Rising tides, rising costs: Diving into the ACA high-cost risk pool

16 January 2025

In plan year 2018, HHS introduced the high-cost risk pool (HCRP) program to augment the existing Affordable Care Act (ACA) risk adjustment program, helping mitigate the costs associated with high-cost claimants. HCRP issuer charge trends exceed medical trends and are expected to continue at this level. As high-cost events and treatments increase in frequency, ACA issuers must consider how the HCRP interplays with their strategies.

Background

ACA risk adjustment transfers funds among issuers based on the risk level of their populations compared to the statewide market, focusing competition on quality and plan offerings rather than on issuer enrollees’ morbidity levels.1 However, risk adjustment models generally underpredict the costs for very high-cost enrollees,2 which can incentivize issuers to find ways to avoid these enrollees.

In plan year (PY) 2018, the U.S. Department of Health and Human Services (HHS) established the HCRP program.3 The HCRP functions like specific stop-loss insurance. HHS pools a fixed percentage of each enrollee’s medical and pharmacy claims above a certain threshold. The current threshold is $1 million with a coinsurance rate of 60%, meaning issuers recover 60% of costs above $1 million. HHS assesses the total nationwide cost of this program as a market-specific percentage of premium for all ACA issuers nationwide.4 Since the inception of the HCRP, HHS has dampened plan liability to reflect only 40% of costs above $1 million per enrollee when calibrating the HHS-hierarchical condition category (HCC) risk score model.

Historical results

The table in Figure 1 summarizes historical HCRP charges assessed to issuers by market.5

Figure 1: Historical nationwide HCRP charges

Percentage of Premium Per Member Per Month (PMPM)6
Year Individual Small Group Individual Small Group
2018 0.20% 0.32% $1.21 $1.61
2019 0.24% 0.37% $1.46 $1.90
2020 0.24% 0.38% $1.43 $2.03
2021 0.31% 0.49% $1.83 $2.70
2022 0.36% 0.49% $2.12 $2.84
2023 0.36% 0.57% $2.15 $3.46

While initially low as a percentage of premium, the HCRP charge per member per month (PMPM) average annual trend is 12% for individual and 17% for small group, which is significantly higher than premium trends.

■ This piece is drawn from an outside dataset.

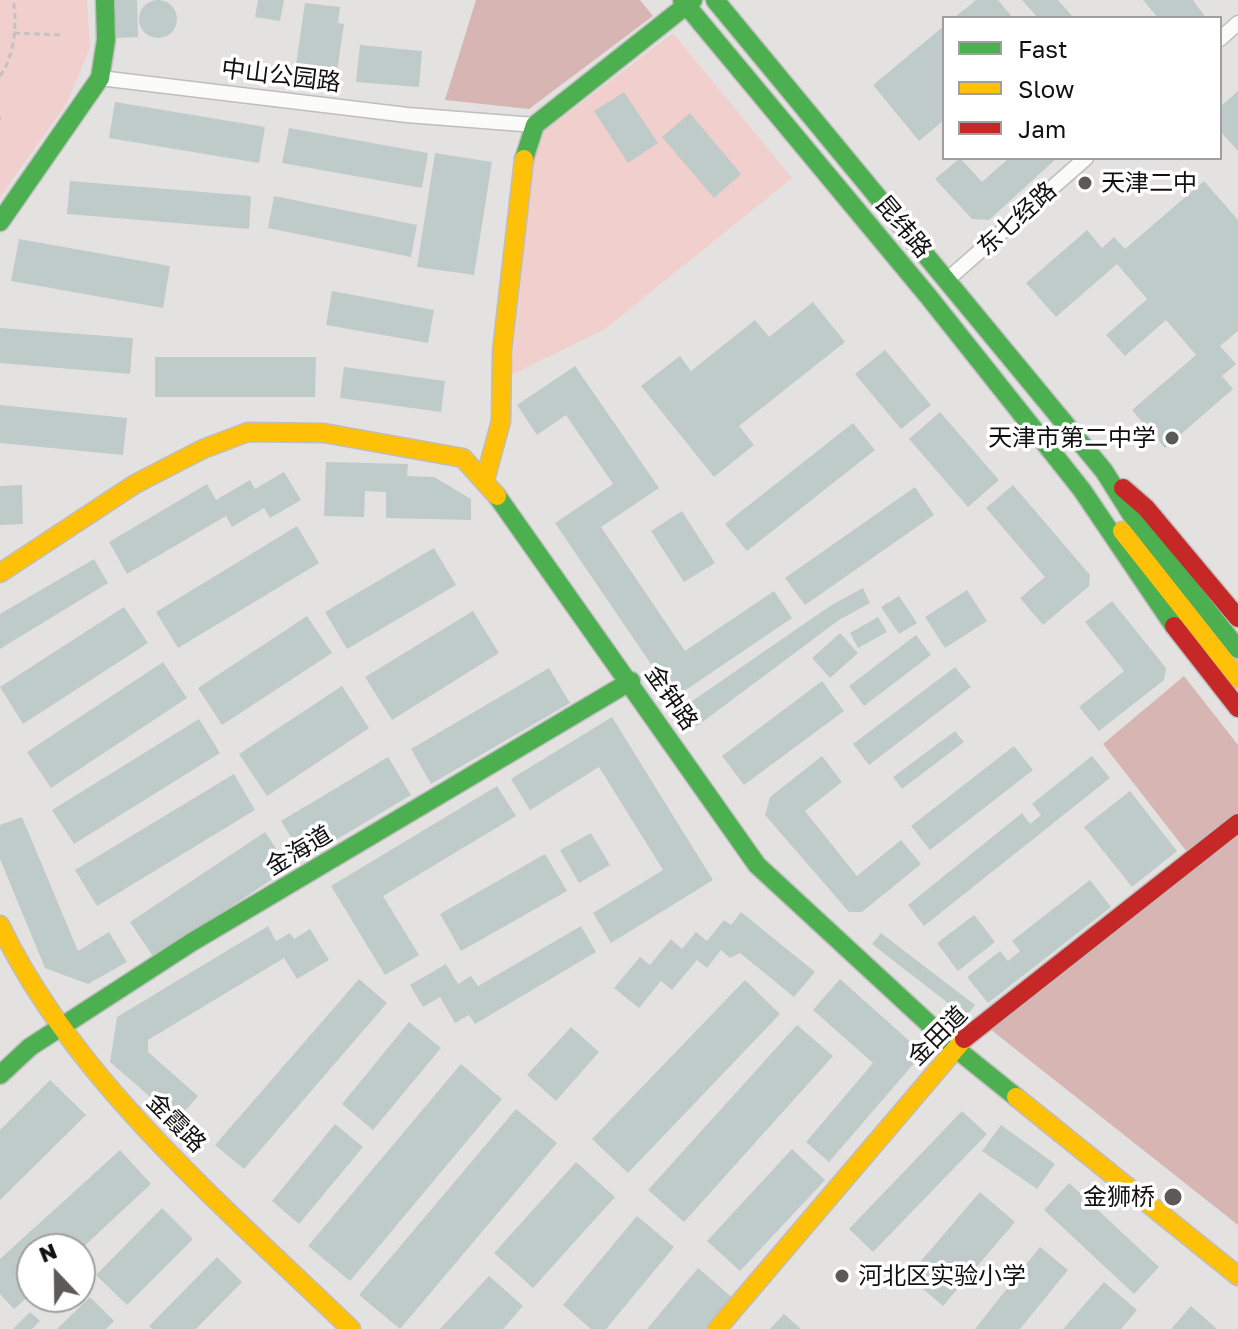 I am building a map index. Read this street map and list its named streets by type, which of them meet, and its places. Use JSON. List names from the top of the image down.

If HCRP recoveries trended at the same rate as premiums, we would expect the HCRP charge as a percentage of premium to remain constant. As the HCRP parameters remain fixed at a $1 million threshold and 60% coinsurance rate, the recovery trends are leveraged. There are two reasons for this effect, best shown by examples:

  • Assume an enrollee’s claim costs in year 1 are $1,100,000, with $100,000 over the HCRP threshold. All else equal, if medical trend is 10%, then costs for the same care the following year would be $1,210,000. The amount over the HCRP threshold would then increase 110% ($210,000 / $100,000 - 1), greatly exceeding the underlying trend of 10%.
  • Assume another enrollee’s claim costs in year 1 are $950,000, which are less than the $1 million HCRP threshold. All else equal, if medical trend is 10%, then costs for the same care the following year would be $1,045,000, with $45,000 newly exceeding the fixed $1 million HCRP threshold. This has resulted in a higher percentage of issuers receiving HCRP recoveries each year as claim costs increase with trend, as Figure 2 illustrates.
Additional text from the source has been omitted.